China and India comprise about a third of the human population. Both economies have been growing rapidly, with the peasant populations becoming increasingly urbanized and arming themselves with the accoutrements of modern living: homes, furnishings, cars, electronic gadgets and so on. South Africa is another case where the upliftment of the poor has led to such a rapid roll-out of new homes that the electricity grid has struggled to keep up. But what does economic upliftment have to do with diet? In a word: everything.

People who live in poor, rural areas have a completely different diet and lifestyle to those with refrigerators and microwave ovens living in modern, urban areas. One of the most common changes to diet is the increased intake of meat (particularly through fast food outlets) and dairy products.

The other lifestyle change associated with urban living is more obvious – car ownership.

Food for Fuel

It is no coincidence that food prices have increased in lockstep with fuel prices. When one considers that virtually half the cost of an ordinary loaf of broad comes from input costs for fertilizers, and the price of fertilizers has doubled recently, it becomes easier to understand how important fossil fuels are to our survival. We need fertilizer – indirectly – to make bread. Transport costs and refrigeration are also energy inputs that make up increasing proportions of the expensive that go into food processes.

The leveraging of these cost inefficiencies is exacerbated when crops are sidelined for biofuel production. This means the fuel costs already inherent in the system now increase the costs to simply grow biofuels, and these cost effects then cannibalize increasingly as the system shows itself to be both unsustainable and ultimately, not very efficient.

Climate Change

While some scientists and commentators debate whether climate change is even an issue, there is no debate around the fact that the weather is now impacting on food and fuel prices.

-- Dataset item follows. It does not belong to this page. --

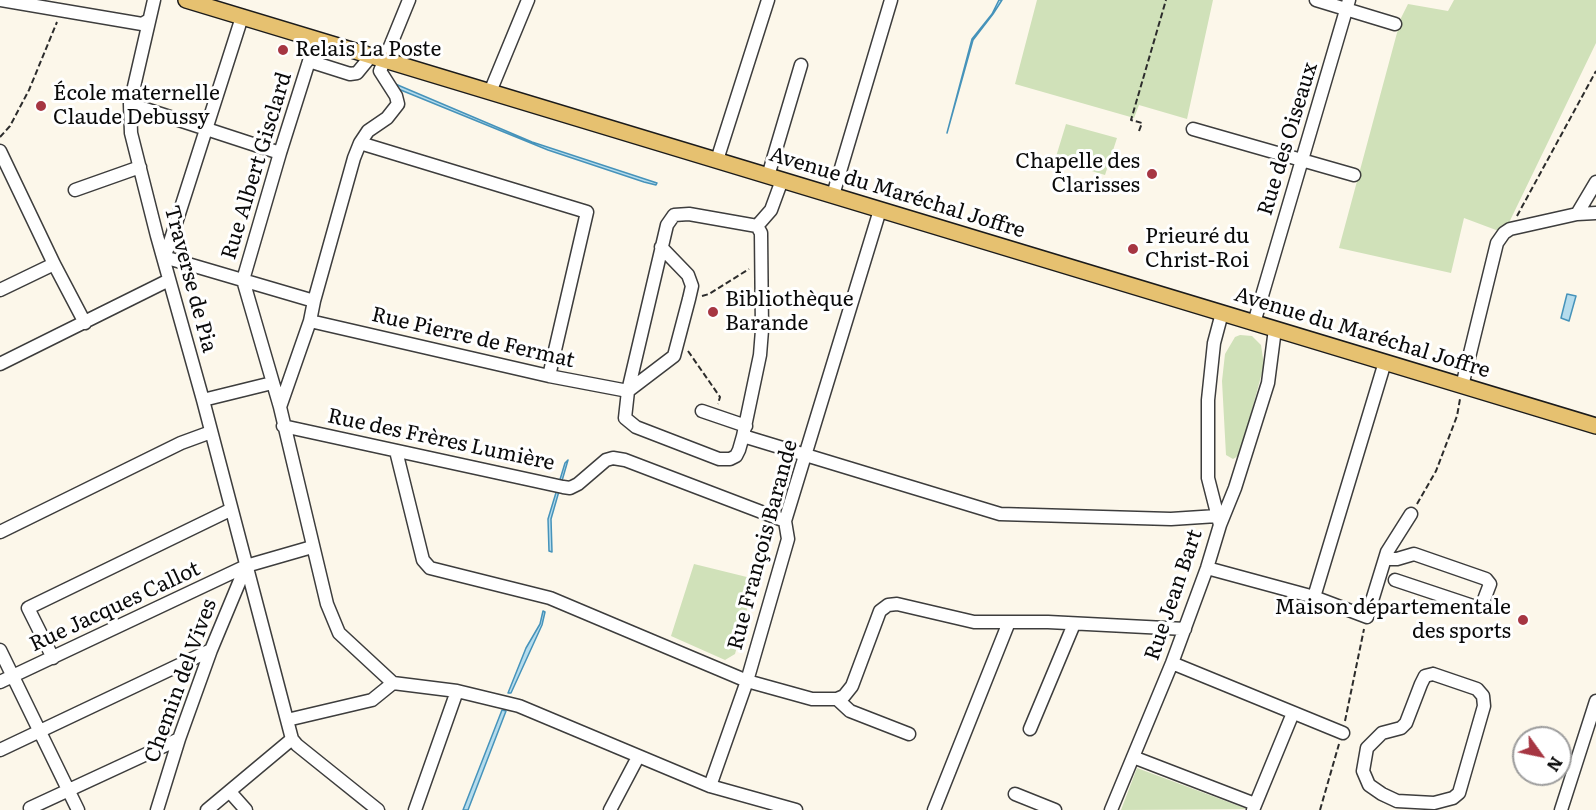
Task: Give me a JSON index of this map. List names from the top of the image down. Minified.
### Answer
{"streets":{"main road":["Avenue du Maréchal Joffre"],"street":["Rue des Oiseaux","Rue Albert Gisclard","Traverse de Pia","Rue Pierre de Fermat","Rue des Frères Lumière","Rue François Barande","Rue Jean Bart","Rue Jacques Callot","Chemin del Vives"]},"crossings":[["Rue des Oiseaux","Avenue du Maréchal Joffre"],["Rue Albert Gisclard","Avenue du Maréchal Joffre"],["Rue Albert Gisclard","Rue des Frères Lumière"],["Rue Albert Gisclard","Rue Jacques Callot"],["Avenue du Maréchal Joffre","Rue François Barande"],["Avenue du Maréchal Joffre","Rue Jean Bart"],["Traverse de Pia","Rue Jacques Callot"],["Traverse de Pia","Chemin del Vives"],["Rue des Frères Lumière","Rue François Barande"],["Rue Jacques Callot","Chemin del Vives"]],"places":["Relais La Poste","École maternelle Claude Debussy","Chapelle des Clarisses","Prieuré du Christ-Roi","Bibliothèque Barande","Maison départementale des sports"],"north":"bottom right"}
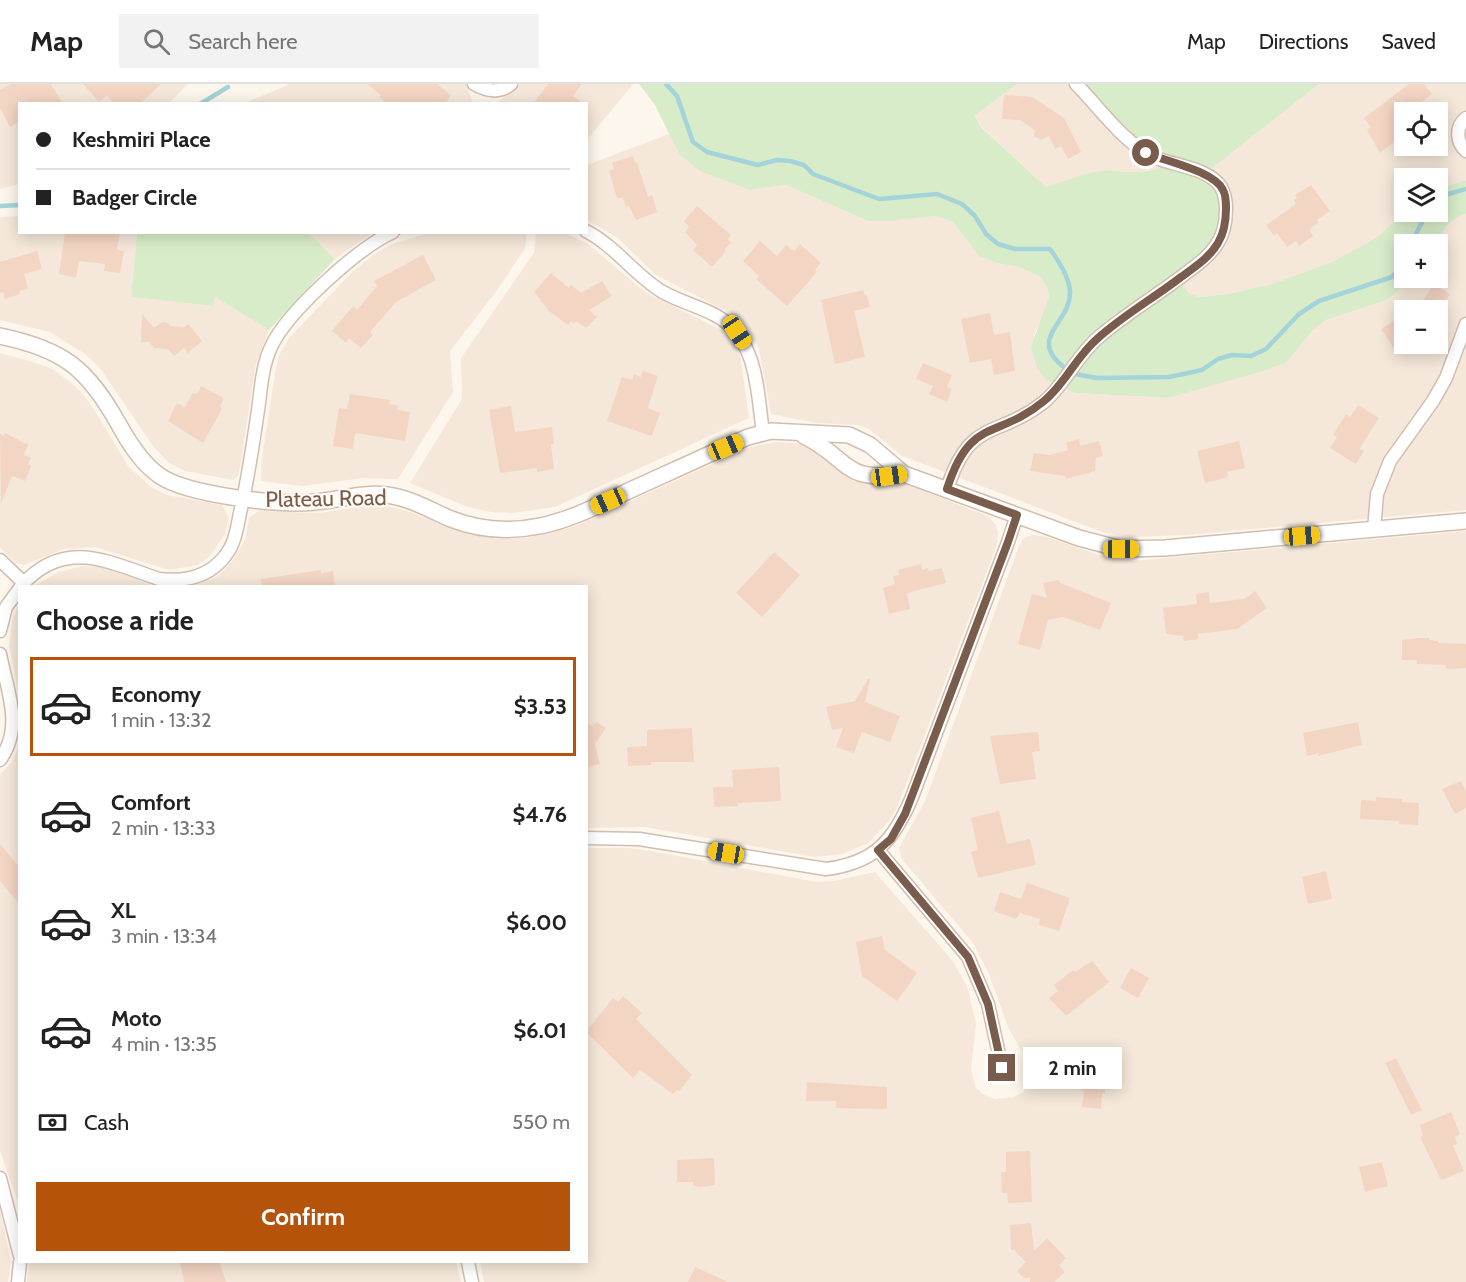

Storms in the North Sea and Mexico now affect world crude prices. Heavy rains in Australia caused flooding, leading to serious long term impacts on coal prices. South Africa has also suffered power outages due to having coal supplies waterlogged and rendered unusable. The Myanmar Cyclone and the current floods in the Midwest have wiped out or seriously jeopardized bread baskets for Asia and the world respectively.

Some areas like South Africa have experienced bumper crops this year. Unfortunately, the trend is the opposite – more farmland (and even urban areas) is being lost to droughts, floods and storms.

When we realize that the green revolution basically allowed us to produce massive yields on farmland (using diesel powered machinery), and that diesel is a lot more expensive now, we can begin to see these efficiencies stepping slowly backwards.

In the future we will see more organic farming, using less machinery. Agriculture will become one of the large industries in the world again as the world unflattens and we learn to live more locally. Long distance trucking and hauling will become less common.

We are in serious trouble when we have to depend on benign weather in order to be assured of food on the table, but that is exactly where our road is taking us.